Osimertinib for EGFR-Mutant NSCLC Patients With Acquired T790M and EGFR Amplification After First-Generation EGFR-TKI Resistance

Abstract

Third-generation epidermal growth factor receptor tyrosine kinase inhibitor (EGFR-TKI) is the standard therapy for patients harboring T790M after first-generation EGFR-TKI resistance. However, the impact of acquired EGFR amplification on the efficacy of third-generation EGFR-TKI against T790M remains uncertain. We aimed to investigate whether the presence of acquired EGFR amplification after first-generation EGFR-TKI resistance influences the efficacy of third-generation EGFR-TKI in patients with advanced non-small-cell lung cancer (NSCLC). We reviewed data from 275 advanced NSCLC patients harboring T790M after first-generation EGFR-TKI resistance. Patients were categorized into two groups based on the presence or absence of acquired EGFR amplification identified through next-generation sequencing (NGS) after first-line EGFR-TKI treatment. We evaluated the efficacy of osimertinib used as a second-line treatment. Among these patients, 59 exhibited acquired EGFR amplification, while 216 did not. The median progression-free survival (PFS) was 12.20 months in the EGFR amplification group and 12.03 months in the non-amplification group (p = 0.011), with median overall survival (OS) of 33.90 months and 23.30 months, respectively (p = 0.164). Multivariate analysis of PFS revealed that acquired EGFR amplification and EGFR 19del were independent prognostic factors for patients with T790M undergoing osimertinib.

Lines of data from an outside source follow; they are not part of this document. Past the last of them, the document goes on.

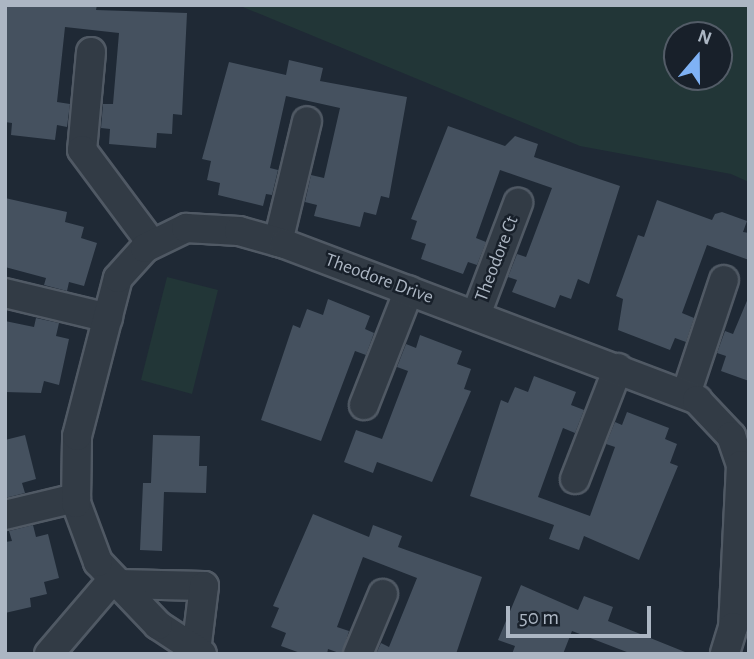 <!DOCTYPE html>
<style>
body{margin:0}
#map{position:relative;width:754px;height:659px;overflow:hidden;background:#1f2935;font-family:"Alegreya Sans",sans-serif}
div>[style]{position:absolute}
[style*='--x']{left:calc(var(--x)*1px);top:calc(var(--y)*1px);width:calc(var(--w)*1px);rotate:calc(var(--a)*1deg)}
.green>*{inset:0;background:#223637}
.building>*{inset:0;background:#45515f}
.roads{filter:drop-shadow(2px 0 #505964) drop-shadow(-2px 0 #505964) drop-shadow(0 2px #505964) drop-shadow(0 -2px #505964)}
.minor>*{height:28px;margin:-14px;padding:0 14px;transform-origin:14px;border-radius:14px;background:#323b45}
span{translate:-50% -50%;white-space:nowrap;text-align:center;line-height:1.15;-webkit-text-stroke:5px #18202a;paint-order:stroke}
.street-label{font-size:19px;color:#acb6c3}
.frame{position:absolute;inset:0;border:7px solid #acb6c3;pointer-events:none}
.north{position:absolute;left:663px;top:21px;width:70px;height:70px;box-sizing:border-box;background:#18202a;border:2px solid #535c67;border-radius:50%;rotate:20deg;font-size:19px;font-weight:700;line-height:28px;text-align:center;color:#acb6c3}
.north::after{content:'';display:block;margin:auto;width:24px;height:32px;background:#7fb2f5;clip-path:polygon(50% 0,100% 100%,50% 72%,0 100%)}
.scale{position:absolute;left:506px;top:606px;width:145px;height:32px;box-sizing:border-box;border:4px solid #acb6c3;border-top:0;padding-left:9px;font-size:21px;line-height:24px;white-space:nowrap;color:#acb6c3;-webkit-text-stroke:5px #18202a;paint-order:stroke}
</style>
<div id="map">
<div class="green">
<i style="clip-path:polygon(evenodd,238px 5px,749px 5px,749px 182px,731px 174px,580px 146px,238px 5px,677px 35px,719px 35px,719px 77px,677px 77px,677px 35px)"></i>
<i style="clip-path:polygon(167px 277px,218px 290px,192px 394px,141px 380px)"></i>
</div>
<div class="building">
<i style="clip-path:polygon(5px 5px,97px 5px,96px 10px,187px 13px,182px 115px,173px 114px,172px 134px,157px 133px,156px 148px,109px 144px,110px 129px,101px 128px,103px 104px,113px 104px,119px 33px,65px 27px,57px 102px,70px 104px,67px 127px,57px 125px,55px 140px,11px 135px,12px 123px,5px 122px)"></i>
<i style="clip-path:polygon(289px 60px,323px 68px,320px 81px,407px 97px,389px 198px,381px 196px,376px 215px,364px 212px,360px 227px,314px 216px,317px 205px,305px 202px,311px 175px,324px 178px,340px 108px,286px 96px,270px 168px,278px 170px,272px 195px,266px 194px,263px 206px,218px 195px,220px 183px,207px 180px,211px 161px,202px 159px,229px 62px,286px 75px)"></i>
<i style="clip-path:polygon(448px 126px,505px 146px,515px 136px,538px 144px,534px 157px,620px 186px,589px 284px,578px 279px,571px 299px,560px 295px,555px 308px,512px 292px,517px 280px,508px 277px,517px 254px,526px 257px,552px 188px,500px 170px,476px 238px,486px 242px,477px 265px,468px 262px,463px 274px,421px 259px,426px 244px,411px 239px,417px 221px,411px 219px)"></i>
<i style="clip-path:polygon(5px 198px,67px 212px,65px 222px,84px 227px,81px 238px,97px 243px,84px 286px,69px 282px,67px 291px,44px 285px,46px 278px,5px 267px)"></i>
<i style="clip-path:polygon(657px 200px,712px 220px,715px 214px,722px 212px,747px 221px,743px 232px,749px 233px,749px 260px,707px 245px,682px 313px,694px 318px,686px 342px,675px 338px,670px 350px,618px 330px,623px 299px,616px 296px,638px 235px,644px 237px)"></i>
<i style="clip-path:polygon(749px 296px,749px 381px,721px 371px,726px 356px,717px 353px,725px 331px,733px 334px)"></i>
<i style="clip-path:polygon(328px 299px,370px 316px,365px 329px,374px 333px,366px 355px,355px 351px,321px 441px,261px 420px,293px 325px,300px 328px,307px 309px,323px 315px)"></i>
<i style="clip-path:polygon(36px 318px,59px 323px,56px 336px,69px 339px,59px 385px,44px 381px,41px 393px,5px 392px,5px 321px,34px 327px)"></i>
<i style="clip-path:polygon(420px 335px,462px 351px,457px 364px,471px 369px,464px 389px,471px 391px,432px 482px,377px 462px,373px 473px,344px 462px,356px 430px,382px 439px,408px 371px,397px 367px,406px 344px,416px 348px)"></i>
<i style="clip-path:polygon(534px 376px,576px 392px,571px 405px,584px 410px,575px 433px,563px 428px,538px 497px,590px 516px,615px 447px,606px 444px,615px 422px,622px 425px,627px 412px,669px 428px,665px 439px,677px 444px,670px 463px,678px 466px,639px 560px,584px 536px,579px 550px,549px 539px,554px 525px,470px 496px,501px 400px,508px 403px,515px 387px,528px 392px)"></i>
<i style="clip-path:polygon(25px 435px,36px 479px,22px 483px,25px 493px,5px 498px,5px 440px)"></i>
<i style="clip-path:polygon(153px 435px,200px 436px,199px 466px,207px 466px,206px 493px,164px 492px,162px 551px,140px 550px,143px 483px,151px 483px)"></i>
<i style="clip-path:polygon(313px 514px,369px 537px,373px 525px,402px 536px,398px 547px,482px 577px,456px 654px,376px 654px,381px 643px,389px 647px,417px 578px,363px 557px,337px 627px,349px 631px,342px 654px,328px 649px,327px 654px,303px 654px,281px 646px,286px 633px,271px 627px,279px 608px,273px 606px)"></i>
<i style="clip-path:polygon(33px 525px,36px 537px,48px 534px,59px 578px,44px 582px,47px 594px,30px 598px,31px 607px,5px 613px,5px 542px,12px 541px,9px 531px)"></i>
<i style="clip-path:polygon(521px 585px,578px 610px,584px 596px,613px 607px,608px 621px,690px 654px,632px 654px,572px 631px,563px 654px,512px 654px,515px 646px,498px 640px)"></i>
</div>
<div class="roads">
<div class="minor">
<i style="--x:91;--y:52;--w:98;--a:95.2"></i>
<i style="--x:82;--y:150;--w:117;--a:53.3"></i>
<i style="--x:278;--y:242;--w:124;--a:-76.5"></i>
<i style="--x:5;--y:293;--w:106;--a:13.6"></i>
<i style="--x:476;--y:315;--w:120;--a:-69.4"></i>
<i style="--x:686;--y:394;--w:120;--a:-71.6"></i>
<i style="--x:364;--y:405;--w:123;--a:-68.6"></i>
<i style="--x:575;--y:479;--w:119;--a:-68.8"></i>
<i style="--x:5;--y:515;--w:73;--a:-13.5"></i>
<i style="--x:118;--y:584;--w:86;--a:1.3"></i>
<i style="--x:204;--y:586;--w:65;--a:97"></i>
<i style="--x:49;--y:654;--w:99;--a:-49.5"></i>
<i style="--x:202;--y:654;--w:53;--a:-146.6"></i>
<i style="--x:158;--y:625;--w:87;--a:-133.6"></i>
<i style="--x:98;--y:562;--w:63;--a:-110.4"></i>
<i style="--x:76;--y:503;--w:67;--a:-89.1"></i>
<i style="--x:77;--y:436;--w:163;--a:-75.5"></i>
<i style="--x:118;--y:278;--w:40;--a:-48"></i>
<i style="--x:145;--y:248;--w:46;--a:-26"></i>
<i style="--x:186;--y:228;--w:53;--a:3.2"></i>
<i style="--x:239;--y:231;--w:48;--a:15.8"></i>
<i style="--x:285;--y:244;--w:441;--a:20.7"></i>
<i style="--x:697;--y:400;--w:50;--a:46.6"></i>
<i style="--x:731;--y:436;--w:31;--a:71"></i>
<i style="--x:741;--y:465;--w:162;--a:92.8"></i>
<i style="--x:733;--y:627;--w:28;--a:107"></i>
<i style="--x:358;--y:654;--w:65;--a:-67.4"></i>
</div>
</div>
<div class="street-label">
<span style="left:497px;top:259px;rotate:-69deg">Theodore Ct</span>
<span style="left:379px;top:279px;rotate:20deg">Theodore Drive</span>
</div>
<div class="frame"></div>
<div class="north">N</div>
<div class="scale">50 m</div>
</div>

Additionally, subgroup analysis indicated a prolonged PFS in patients with EGFR 19del compared to those with EGFR 21L858R (p = 0.034) in the EGFR amplification group. Following first-generation EGFR-TKI resistance, advanced EGFR-mutant NSCLC patients harboring both acquired T790M and EGFR amplification are likely to experience enhanced PFS with osimertinib. This phenomenon is particularly noteworthy among individuals with EGFR 19del.

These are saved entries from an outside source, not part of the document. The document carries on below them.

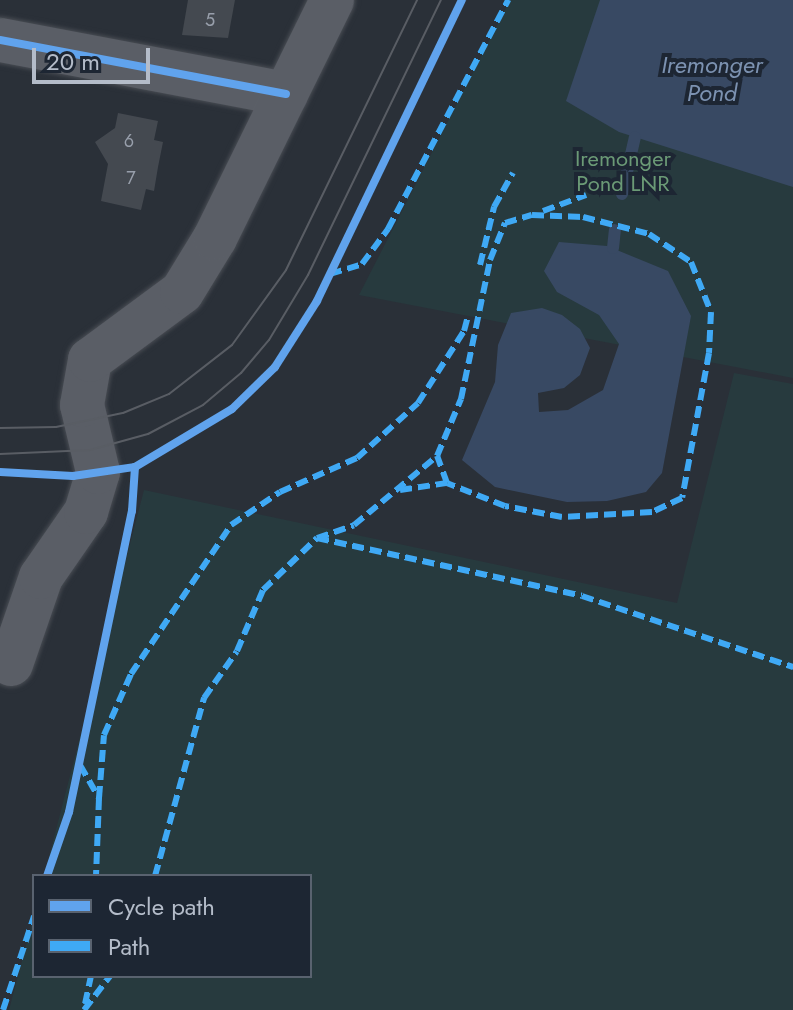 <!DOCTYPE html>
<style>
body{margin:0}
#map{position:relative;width:793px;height:1010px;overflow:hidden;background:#2a3038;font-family:Jost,sans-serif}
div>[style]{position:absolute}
.green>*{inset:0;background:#273a3e}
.water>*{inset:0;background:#384963}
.stream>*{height:12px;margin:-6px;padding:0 6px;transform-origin:6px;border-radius:6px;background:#384963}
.building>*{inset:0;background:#444950}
.roads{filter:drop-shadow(0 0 2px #484c53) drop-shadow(0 0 2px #484c53)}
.minor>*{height:44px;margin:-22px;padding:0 22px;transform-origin:22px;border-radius:22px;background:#5a5e66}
.tram>*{height:2px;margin:-1px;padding:0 1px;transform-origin:1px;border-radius:1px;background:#595d64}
.quiet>*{height:6px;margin-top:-3px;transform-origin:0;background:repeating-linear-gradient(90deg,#3fa9f5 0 12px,transparent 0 18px)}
.cycleway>*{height:8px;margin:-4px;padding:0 4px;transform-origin:4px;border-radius:4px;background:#60a3ed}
span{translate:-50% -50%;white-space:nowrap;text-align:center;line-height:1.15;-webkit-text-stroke:8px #1d2633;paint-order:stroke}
.number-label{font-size:18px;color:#989fab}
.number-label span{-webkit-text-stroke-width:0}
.park-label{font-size:22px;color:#6b9a76}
.water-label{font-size:24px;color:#7c92b1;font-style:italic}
.legend{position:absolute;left:32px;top:874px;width:280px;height:104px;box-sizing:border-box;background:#1d2633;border:2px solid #59626f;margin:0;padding:10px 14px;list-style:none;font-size:24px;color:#b4bcc9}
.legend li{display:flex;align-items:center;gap:16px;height:40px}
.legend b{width:40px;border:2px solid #59626f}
.scale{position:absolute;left:32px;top:48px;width:118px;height:36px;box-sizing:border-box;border:4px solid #b4bcc9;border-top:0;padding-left:10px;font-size:24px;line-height:28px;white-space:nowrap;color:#b4bcc9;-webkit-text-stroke:6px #1d2633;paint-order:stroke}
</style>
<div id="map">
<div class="green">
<i style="clip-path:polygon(510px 0,793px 0,793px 378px,359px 295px)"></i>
<i style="clip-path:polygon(734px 373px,793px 384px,793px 1010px,9px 1010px,34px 915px,34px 976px,310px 976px,310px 876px,44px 876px,144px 490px,677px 603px)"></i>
</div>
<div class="water">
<i style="clip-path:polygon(600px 0,793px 0,793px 187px,619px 132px,566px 101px)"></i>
<i style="clip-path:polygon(559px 242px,607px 246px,668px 271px,691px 316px,662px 473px,646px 492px,607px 501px,567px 502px,495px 487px,462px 460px,495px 382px,498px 345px,511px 313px,542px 308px,562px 315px,580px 329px,590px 348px,580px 375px,564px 388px,538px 393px,539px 412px,568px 410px,603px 390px,619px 344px,599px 315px,557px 292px,544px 271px)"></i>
</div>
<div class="stream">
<i style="left:622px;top:194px;width:58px;rotate:-77.2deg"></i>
<i style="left:613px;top:248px;width:18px;rotate:-84deg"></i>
</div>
<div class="building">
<i style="clip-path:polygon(188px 0,235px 0,228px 38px,182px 35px)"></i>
<i style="clip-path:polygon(118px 113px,158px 121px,154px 140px,163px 142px,158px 167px,154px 191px,146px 189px,141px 210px,101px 201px,108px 164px,95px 142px,115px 128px)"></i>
</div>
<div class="roads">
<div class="minor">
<i style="left:0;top:40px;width:291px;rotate:10.7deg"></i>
<i style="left:11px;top:664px;width:92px;rotate:-71deg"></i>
<i style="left:41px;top:577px;width:79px;rotate:-55.3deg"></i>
<i style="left:86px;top:512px;width:42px;rotate:-73.3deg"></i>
<i style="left:98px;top:472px;width:69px;rotate:-103.4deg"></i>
<i style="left:82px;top:405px;width:46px;rotate:-79.9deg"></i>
<i style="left:90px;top:360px;width:114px;rotate:-36.5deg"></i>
<i style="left:182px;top:292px;width:63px;rotate:-58.6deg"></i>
<i style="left:215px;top:238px;width:265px;rotate:-63.8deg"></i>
</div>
</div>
<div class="tram">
<i style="left:0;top:428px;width:56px;rotate:-1deg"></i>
<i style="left:56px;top:427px;width:68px;rotate:-11.8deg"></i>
<i style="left:123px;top:413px;width:50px;rotate:-22.4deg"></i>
<i style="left:169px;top:394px;width:80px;rotate:-37.9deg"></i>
<i style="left:232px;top:345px;width:92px;rotate:-54.2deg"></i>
<i style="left:286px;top:270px;width:300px;rotate:-64.1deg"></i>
<i style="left:0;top:454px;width:90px;rotate:-2.5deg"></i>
<i style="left:90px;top:450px;width:60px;rotate:-15.4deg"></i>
<i style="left:148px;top:434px;width:62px;rotate:-27.8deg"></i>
<i style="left:203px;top:405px;width:50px;rotate:-40.1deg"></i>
<i style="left:241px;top:373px;width:43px;rotate:-49.7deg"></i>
<i style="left:269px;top:340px;width:76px;rotate:-59deg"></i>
<i style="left:308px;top:275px;width:305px;rotate:-64.2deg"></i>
</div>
<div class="quiet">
<i style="left:543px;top:211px;width:46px;rotate:-20.4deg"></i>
<i style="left:532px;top:215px;width:51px;rotate:2.2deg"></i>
<i style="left:583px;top:217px;width:68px;rotate:14.4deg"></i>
<i style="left:649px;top:234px;width:50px;rotate:33.7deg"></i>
<i style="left:691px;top:262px;width:54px;rotate:68.2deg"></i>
<i style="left:711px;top:312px;width:41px;rotate:92.8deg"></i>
<i style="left:709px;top:353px;width:147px;rotate:100.5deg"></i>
<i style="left:682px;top:498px;width:33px;rotate:155deg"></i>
<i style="left:652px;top:512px;width:90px;rotate:176.8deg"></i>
<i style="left:562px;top:517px;width:58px;rotate:-169.1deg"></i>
<i style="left:505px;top:506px;width:62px;rotate:-158.4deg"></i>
<i style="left:447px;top:483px;width:29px;rotate:-110deg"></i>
<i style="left:437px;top:456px;width:62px;rotate:-67.2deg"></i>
<i style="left:461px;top:399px;width:142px;rotate:-78.2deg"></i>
<i style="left:490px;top:260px;width:40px;rotate:-68deg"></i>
<i style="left:505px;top:223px;width:28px;rotate:-17deg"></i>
<i style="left:480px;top:265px;width:60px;rotate:-76.4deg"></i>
<i style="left:494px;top:207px;width:39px;rotate:-61deg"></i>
<i style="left:330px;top:274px;width:34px;rotate:-17deg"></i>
<i style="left:362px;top:264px;width:44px;rotate:-53.4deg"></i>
<i style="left:388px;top:229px;width:259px;rotate:-62.3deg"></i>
<i style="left:400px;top:490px;width:48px;rotate:-8.5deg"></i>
<i style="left:317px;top:538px;width:271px;rotate:12.3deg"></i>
<i style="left:582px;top:596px;width:223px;rotate:18.6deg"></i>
<i style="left:80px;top:765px;width:38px;rotate:60deg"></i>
<i style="left:99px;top:798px;width:78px;rotate:92.2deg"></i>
<i style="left:99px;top:798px;width:63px;rotate:-85.5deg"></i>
<i style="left:104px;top:735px;width:67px;rotate:-66.1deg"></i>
<i style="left:131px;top:674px;width:179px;rotate:-56.1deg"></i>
<i style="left:231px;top:525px;width:59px;rotate:-34deg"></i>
<i style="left:280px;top:492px;width:84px;rotate:-23.8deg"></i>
<i style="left:357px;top:458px;width:82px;rotate:-42deg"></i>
<i style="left:418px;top:403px;width:85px;rotate:-57.4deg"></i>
<i style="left:464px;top:331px;width:16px;rotate:-75deg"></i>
<i style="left:155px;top:876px;width:185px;rotate:-74.6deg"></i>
<i style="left:204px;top:698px;width:57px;rotate:-54.9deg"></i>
<i style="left:237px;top:651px;width:66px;rotate:-66.9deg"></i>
<i style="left:263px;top:590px;width:75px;rotate:-43.9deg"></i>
<i style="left:317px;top:538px;width:39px;rotate:-19deg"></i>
<i style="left:354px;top:525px;width:108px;rotate:-39.7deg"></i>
<i style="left:85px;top:1004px;width:29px;rotate:-78deg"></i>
<i style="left:3px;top:1010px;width:99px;rotate:-71.7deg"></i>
<i style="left:84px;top:1010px;width:43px;rotate:-52.6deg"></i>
</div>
<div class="cycleway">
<i style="left:0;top:40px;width:291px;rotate:10.7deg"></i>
<i style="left:0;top:472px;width:73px;rotate:3.1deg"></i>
<i style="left:73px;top:476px;width:63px;rotate:-8.3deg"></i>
<i style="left:135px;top:467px;width:113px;rotate:-30.9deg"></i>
<i style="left:232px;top:409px;width:60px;rotate:-44.3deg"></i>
<i style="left:275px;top:367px;width:78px;rotate:-57.5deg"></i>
<i style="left:317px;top:301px;width:334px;rotate:-64.3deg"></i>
<i style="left:47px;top:876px;width:68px;rotate:-71deg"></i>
<i style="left:69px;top:812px;width:308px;rotate:-78.2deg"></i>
<i style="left:132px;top:511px;width:44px;rotate:-86.1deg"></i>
</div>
<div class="number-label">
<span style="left:210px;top:20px">5</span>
<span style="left:129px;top:141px">6</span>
<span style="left:131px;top:178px">7</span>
</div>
<div class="park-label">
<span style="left:623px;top:171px">Iremonger<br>Pond LNR</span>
</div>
<div class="water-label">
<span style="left:712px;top:79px">Iremonger<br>Pond</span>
</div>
<ul class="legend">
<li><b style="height:10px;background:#60a3ed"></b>Cycle path</li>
<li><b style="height:10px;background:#3fa9f5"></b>Path</li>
</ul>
<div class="scale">20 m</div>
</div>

Keywords: EGFR; EGFR amplification; EGFR‐TKI; NSCLC; T790M.

FIGURE 1

Flow diagram showing the screening of patients with advanced NSCLC with EGFR sensitive mutations who had T790M mutation with or without EGFR amplification after first‐generation EGFR‐TKI.

FIGURE 2

Kaplan–Meier estimates of the two groups. (A) Progression‐free survival and (B) Overall survival.

FIGURE 3

Cox regression hazard model related to (A) PFS and (B) OS of third‐generation EGFR‐TKI therapy. PFS, progression‐free survival; OS, overall survival.

FIGURE 4

Subgroup analysis of PFS(A) and OS(B) in the EGFR amplification group receiving third‐generation EGFR‐TKI. PFS, progression‐free survival; OS, overall survival.